**Brief**
Return all lines below containing the word "width".

Content starts

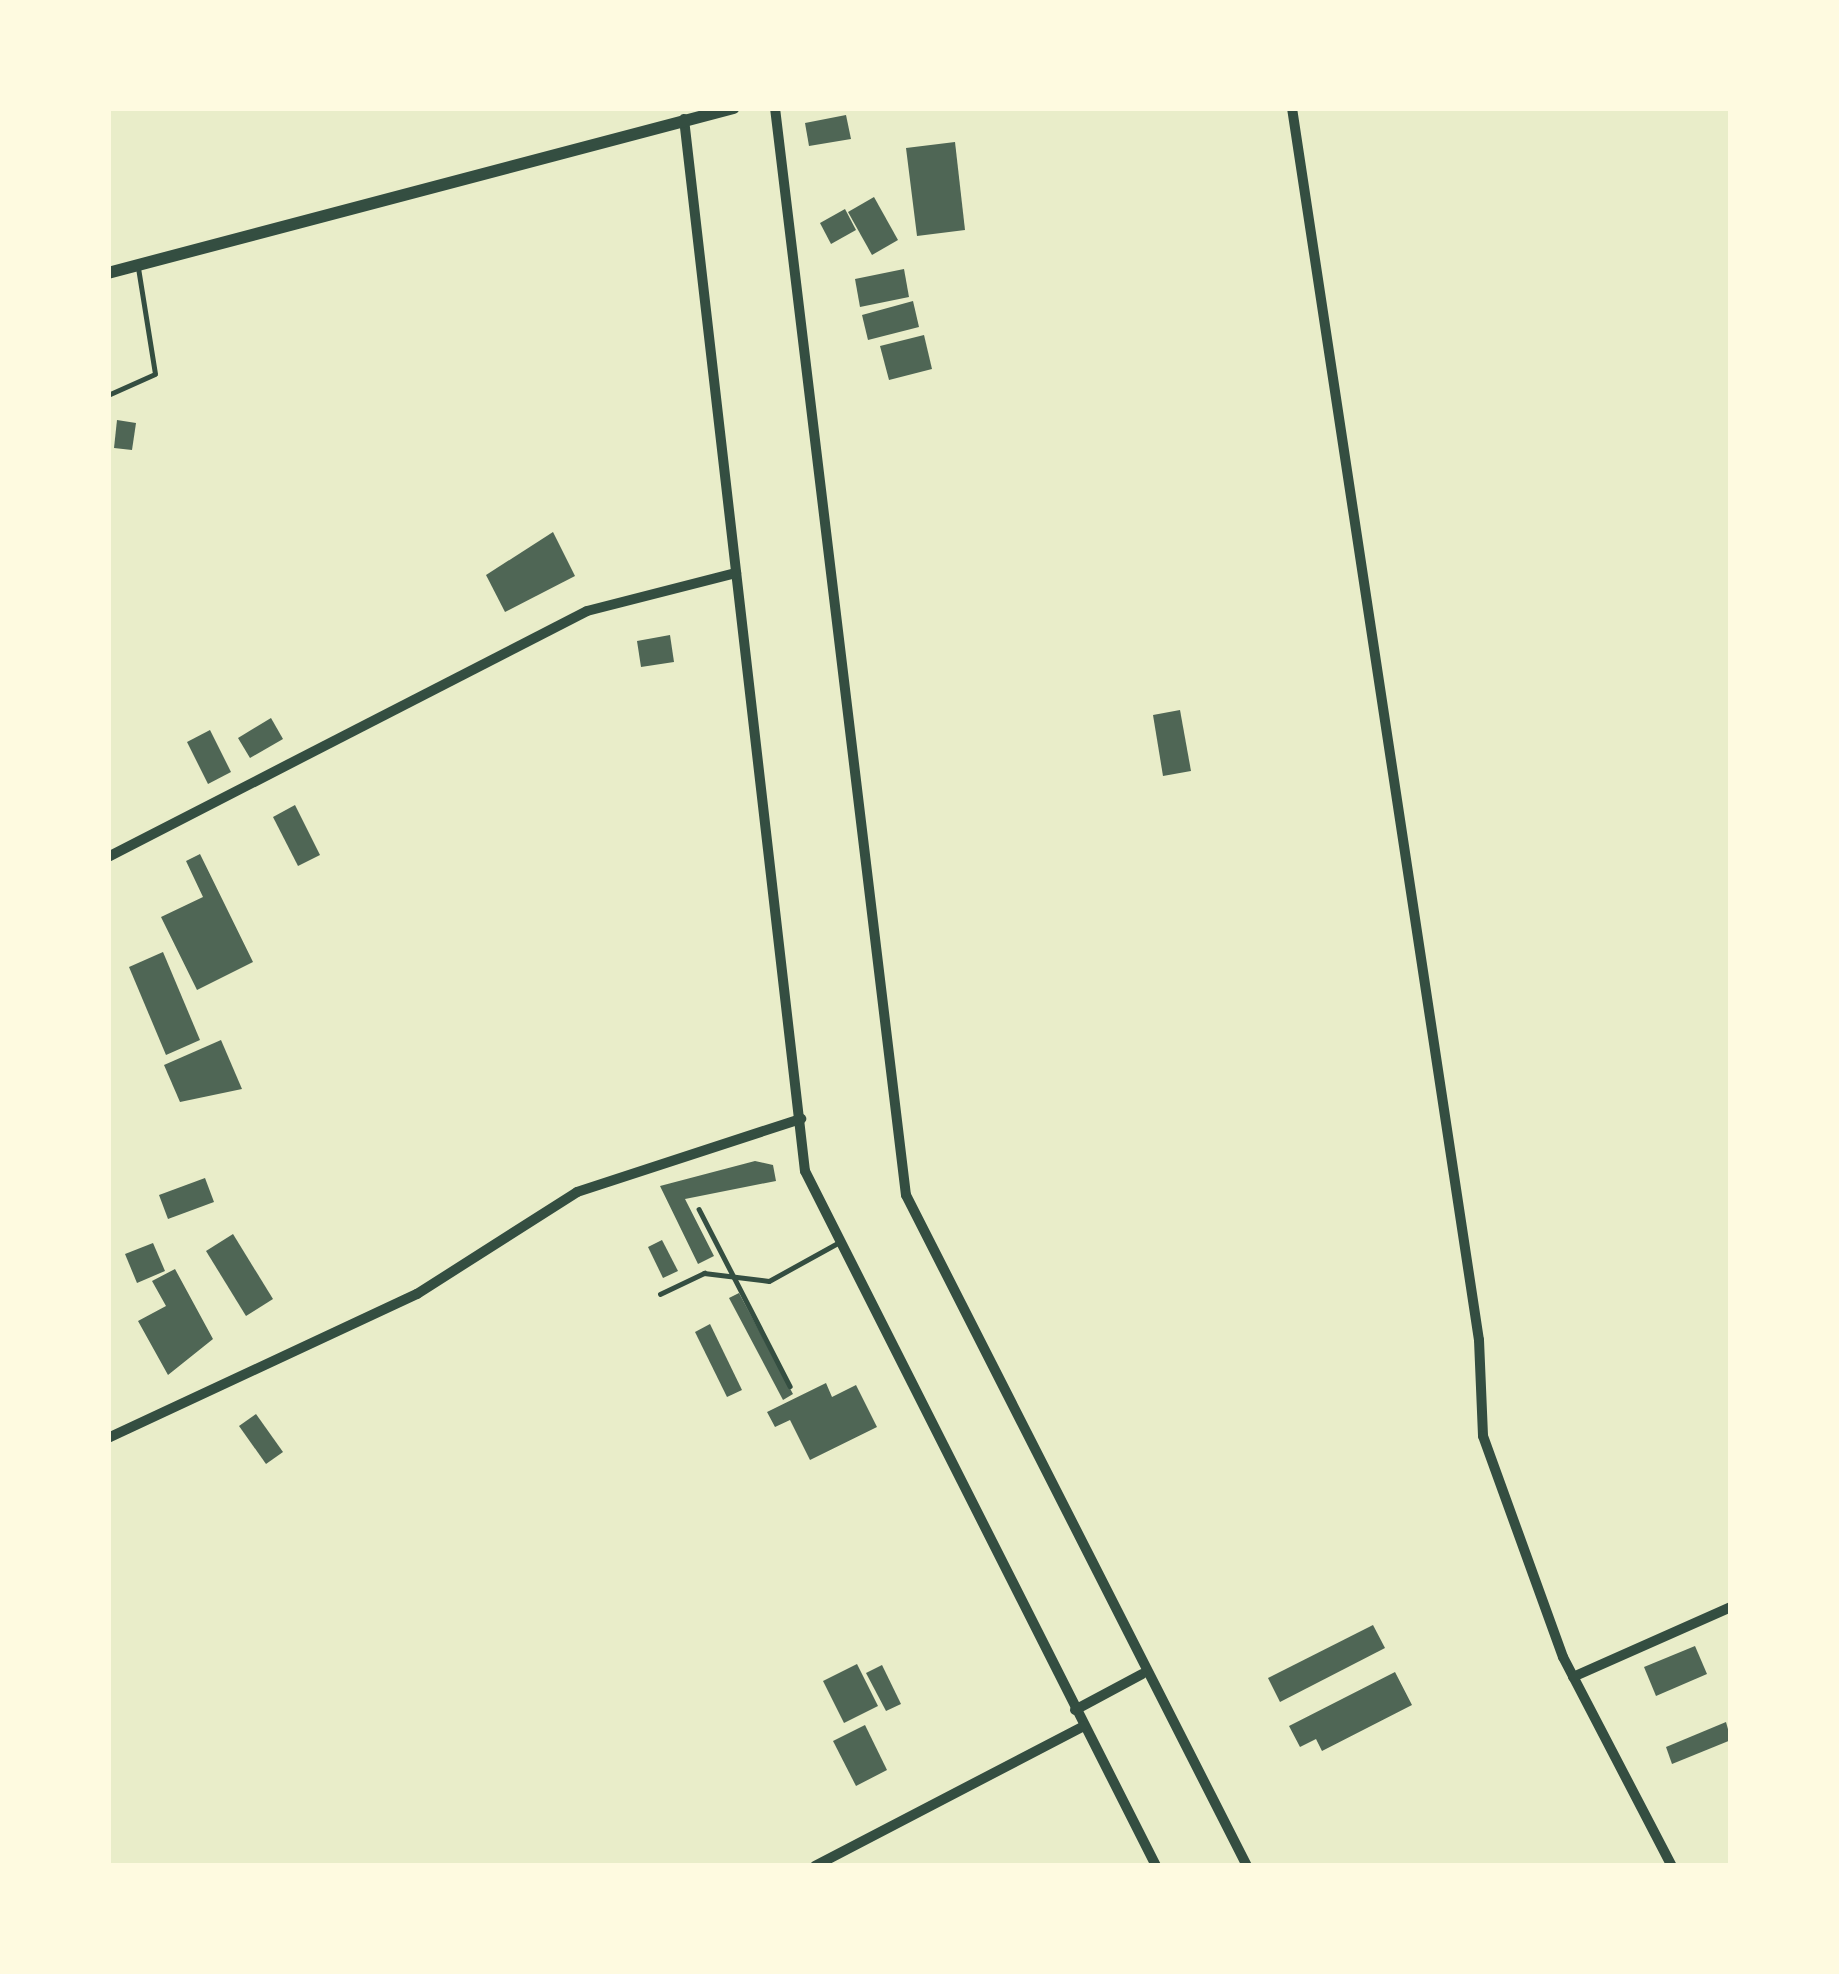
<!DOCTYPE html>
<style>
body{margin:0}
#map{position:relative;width:1839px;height:1974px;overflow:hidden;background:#e9edc9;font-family:Arial,sans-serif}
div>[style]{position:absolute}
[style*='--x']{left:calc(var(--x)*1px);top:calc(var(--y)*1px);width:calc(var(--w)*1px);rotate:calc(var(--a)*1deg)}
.building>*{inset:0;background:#4f6655}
.service>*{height:4.5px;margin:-2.25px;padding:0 2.25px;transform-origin:2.25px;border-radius:2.25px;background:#344e41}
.minor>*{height:10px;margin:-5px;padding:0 5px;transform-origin:5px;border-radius:5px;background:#344e41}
.tertiary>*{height:12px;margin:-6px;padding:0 6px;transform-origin:6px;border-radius:6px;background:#344e41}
span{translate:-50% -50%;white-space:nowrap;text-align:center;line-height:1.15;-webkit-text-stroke:12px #fefae0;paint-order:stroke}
.frame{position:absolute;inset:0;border:111px solid #fefae0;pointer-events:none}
</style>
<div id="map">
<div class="building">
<div style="clip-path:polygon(846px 115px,851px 139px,809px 146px,805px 123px)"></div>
<div style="clip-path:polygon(955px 142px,965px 230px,917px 236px,906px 148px)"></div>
<div style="clip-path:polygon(874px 197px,898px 240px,872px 255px,848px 212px)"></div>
<div style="clip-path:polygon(845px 209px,856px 230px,831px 244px,820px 223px)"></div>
<div style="clip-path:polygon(904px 269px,909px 297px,860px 307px,855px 279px)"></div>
<div style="clip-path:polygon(913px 301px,919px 327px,868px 340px,862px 315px)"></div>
<div style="clip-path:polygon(924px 335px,932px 369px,889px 380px,880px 346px)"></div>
<div style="clip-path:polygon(117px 420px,136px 423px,132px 450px,114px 448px)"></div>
<div style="clip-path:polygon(553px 532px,575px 576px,505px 612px,486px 575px)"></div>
<div style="clip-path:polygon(670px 635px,674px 662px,641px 667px,637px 641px)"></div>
<div style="clip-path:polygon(1180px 710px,1191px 771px,1163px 776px,1153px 715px)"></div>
<div style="clip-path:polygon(271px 718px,283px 739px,250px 758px,238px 738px)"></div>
<div style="clip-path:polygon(210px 730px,231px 772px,208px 784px,187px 742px)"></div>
<div style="clip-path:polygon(295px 805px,320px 855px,298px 866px,273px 817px)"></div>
<div style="clip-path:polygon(200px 854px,253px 962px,197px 990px,161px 917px,203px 897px,186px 861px)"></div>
<div style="clip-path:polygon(163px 952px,200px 1040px,166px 1055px,129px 967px)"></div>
<div style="clip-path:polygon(221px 1040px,242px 1089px,180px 1102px,164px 1065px)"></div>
<div style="clip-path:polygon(755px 1161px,773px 1165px,776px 1181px,685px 1199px,714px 1256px,698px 1264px,660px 1186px)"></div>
<div style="clip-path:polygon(205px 1178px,214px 1202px,168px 1219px,159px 1195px)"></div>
<div style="clip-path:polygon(233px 1234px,273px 1299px,246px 1316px,206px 1251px)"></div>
<div style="clip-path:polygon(662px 1240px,678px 1271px,663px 1278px,648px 1247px)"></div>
<div style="clip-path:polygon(153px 1243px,165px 1271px,137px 1283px,125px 1254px)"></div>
<div style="clip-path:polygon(175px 1269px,213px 1339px,168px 1375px,138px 1321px,166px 1306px,152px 1281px)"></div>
<div style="clip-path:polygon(739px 1293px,793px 1394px,783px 1400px,729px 1298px)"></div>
<div style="clip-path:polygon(710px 1324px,742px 1390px,727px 1397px,695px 1332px)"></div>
<div style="clip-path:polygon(826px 1383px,832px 1397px,856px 1385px,877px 1427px,810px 1460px,790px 1420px,775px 1427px,767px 1412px)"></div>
<div style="clip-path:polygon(256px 1414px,283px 1452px,266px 1464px,239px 1426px)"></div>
<div style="clip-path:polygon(1373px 1625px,1385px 1648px,1280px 1702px,1268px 1678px)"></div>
<div style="clip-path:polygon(1695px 1646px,1707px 1674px,1656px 1696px,1644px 1667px)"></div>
<div style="clip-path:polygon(857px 1664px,878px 1706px,844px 1723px,823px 1681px)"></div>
<div style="clip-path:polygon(882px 1665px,901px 1704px,886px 1711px,866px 1673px)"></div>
<div style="clip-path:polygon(1395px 1672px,1412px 1705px,1322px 1751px,1316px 1739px,1300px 1747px,1289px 1726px)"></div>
<div style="clip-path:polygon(1726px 1722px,1731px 1740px,1672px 1764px,1666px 1747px)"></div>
<div style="clip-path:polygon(865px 1725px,887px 1770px,856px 1786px,833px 1741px)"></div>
</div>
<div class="service">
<div style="--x:108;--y:395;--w:51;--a:-24.1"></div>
<div style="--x:155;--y:374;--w:107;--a:-99.1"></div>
<div style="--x:699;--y:1209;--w:199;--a:62.8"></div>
<div style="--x:660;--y:1294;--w:49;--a:-25.5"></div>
<div style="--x:704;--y:1273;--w:65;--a:7"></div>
<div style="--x:769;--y:1281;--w:77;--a:-28.9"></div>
</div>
<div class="minor">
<div style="--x:775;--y:108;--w:1095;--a:83.13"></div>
<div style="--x:906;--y:1195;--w:753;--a:63.06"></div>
<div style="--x:1292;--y:108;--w:1246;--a:81.37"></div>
<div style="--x:1479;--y:1340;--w:96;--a:87.6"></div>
<div style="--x:1483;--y:1436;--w:235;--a:70.1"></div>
<div style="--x:1563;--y:1657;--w:236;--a:62.5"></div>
<div style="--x:684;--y:119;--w:1059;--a:83.44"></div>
<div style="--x:805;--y:1171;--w:779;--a:63.2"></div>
<div style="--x:108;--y:857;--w:538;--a:-27.18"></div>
<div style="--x:587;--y:611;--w:154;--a:-14.3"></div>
<div style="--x:108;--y:1438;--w:341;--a:-25"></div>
<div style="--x:417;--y:1294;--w:190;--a:-32.5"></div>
<div style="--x:577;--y:1192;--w:236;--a:-18.1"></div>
<div style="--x:1573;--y:1677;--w:173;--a:-23.9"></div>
<div style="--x:1075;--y:1710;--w:76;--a:-28.2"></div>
<div style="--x:815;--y:1866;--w:303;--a:-27.5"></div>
</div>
<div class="tertiary">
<div style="--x:108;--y:273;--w:647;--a:-14.77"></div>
</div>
<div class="frame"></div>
</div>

Content ends

**Written response**
#map{position:relative;width:1839px;height:1974px;overflow:hidden;background:#e9edc9;font-family:Arial,sans-serif}
[style*='--x']{left:calc(var(--x)*1px);top:calc(var(--y)*1px);width:calc(var(--w)*1px);rotate:calc(var(--a)*1deg)}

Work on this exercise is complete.